The answer is a single number: the count of lines in the records below that contain the word "JSON".

▸ PROVIDED DATA:
________
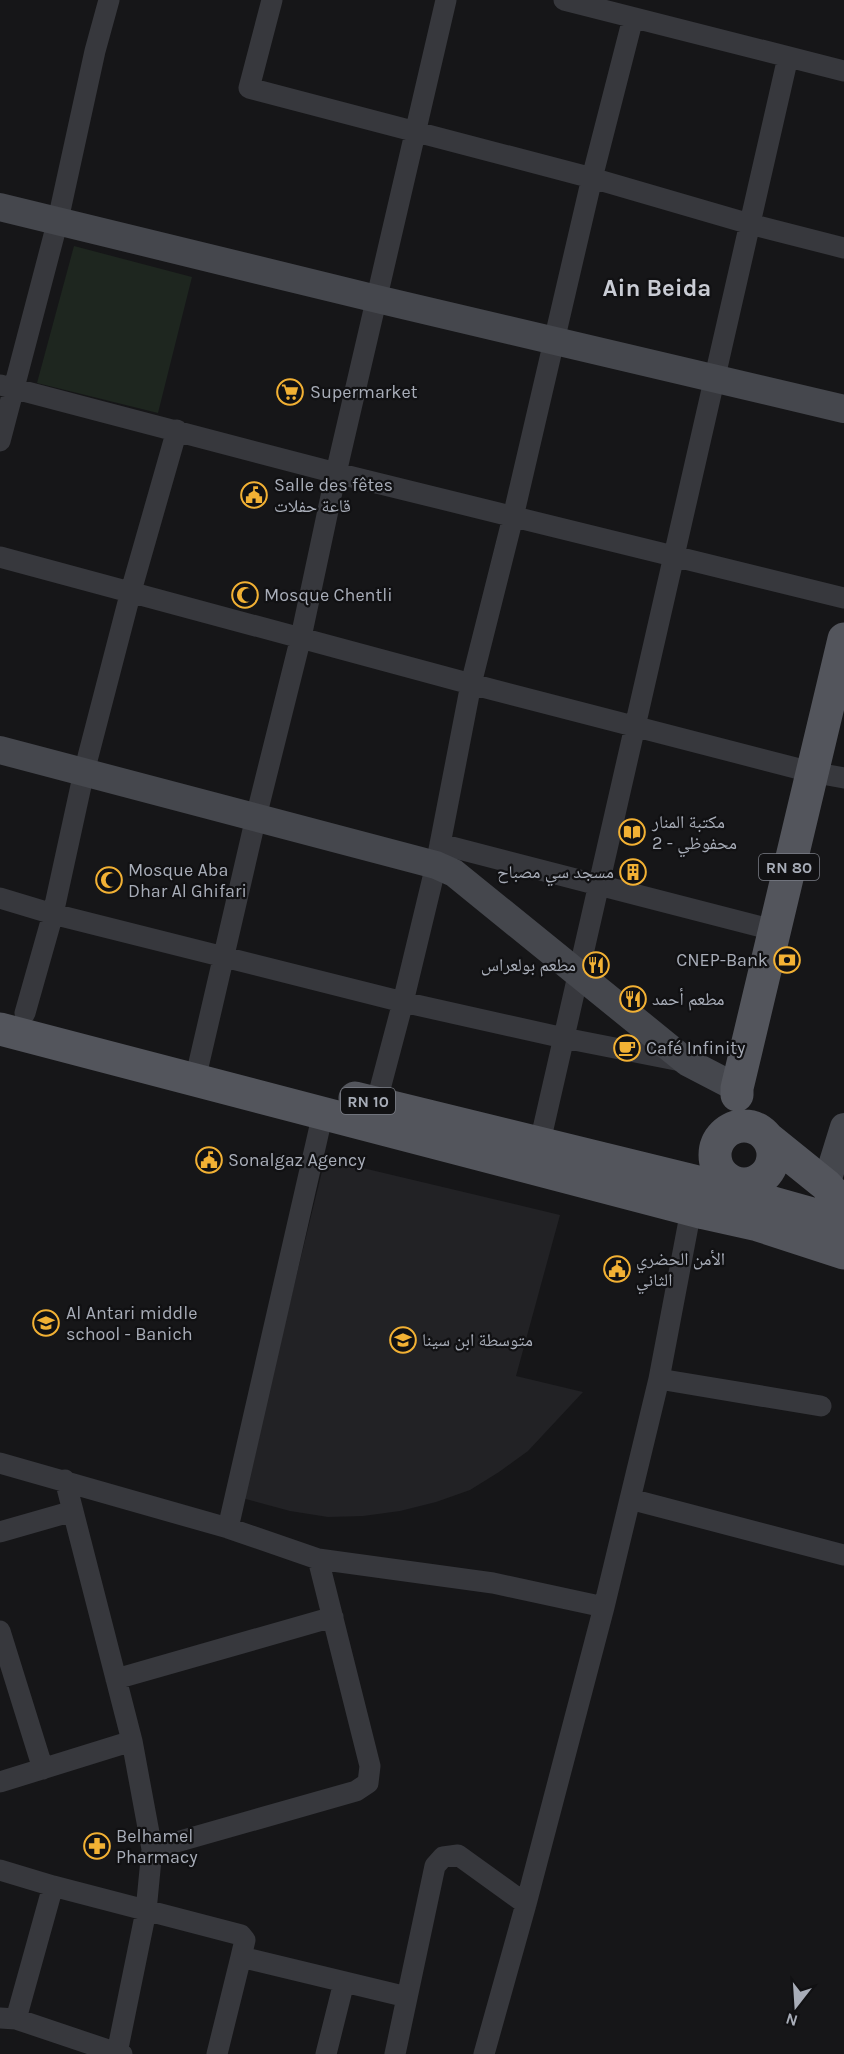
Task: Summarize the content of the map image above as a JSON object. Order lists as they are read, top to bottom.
________
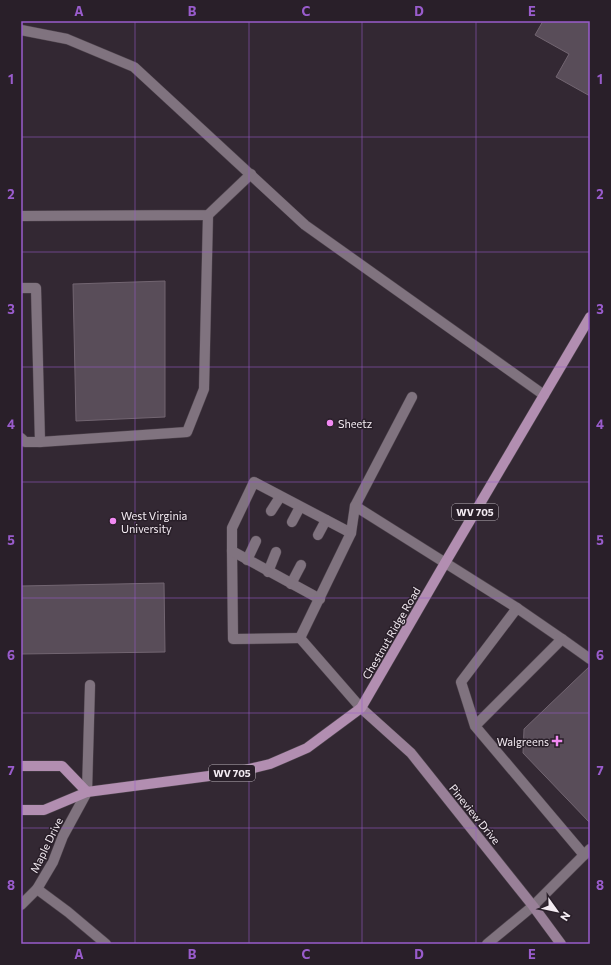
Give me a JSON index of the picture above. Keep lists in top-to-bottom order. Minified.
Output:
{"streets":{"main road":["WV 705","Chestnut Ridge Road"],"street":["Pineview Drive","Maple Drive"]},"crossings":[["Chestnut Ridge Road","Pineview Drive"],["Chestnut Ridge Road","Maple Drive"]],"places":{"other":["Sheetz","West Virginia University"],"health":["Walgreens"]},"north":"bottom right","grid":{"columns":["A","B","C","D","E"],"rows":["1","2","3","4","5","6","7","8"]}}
________
▸ WRITTEN RESPONSE: 2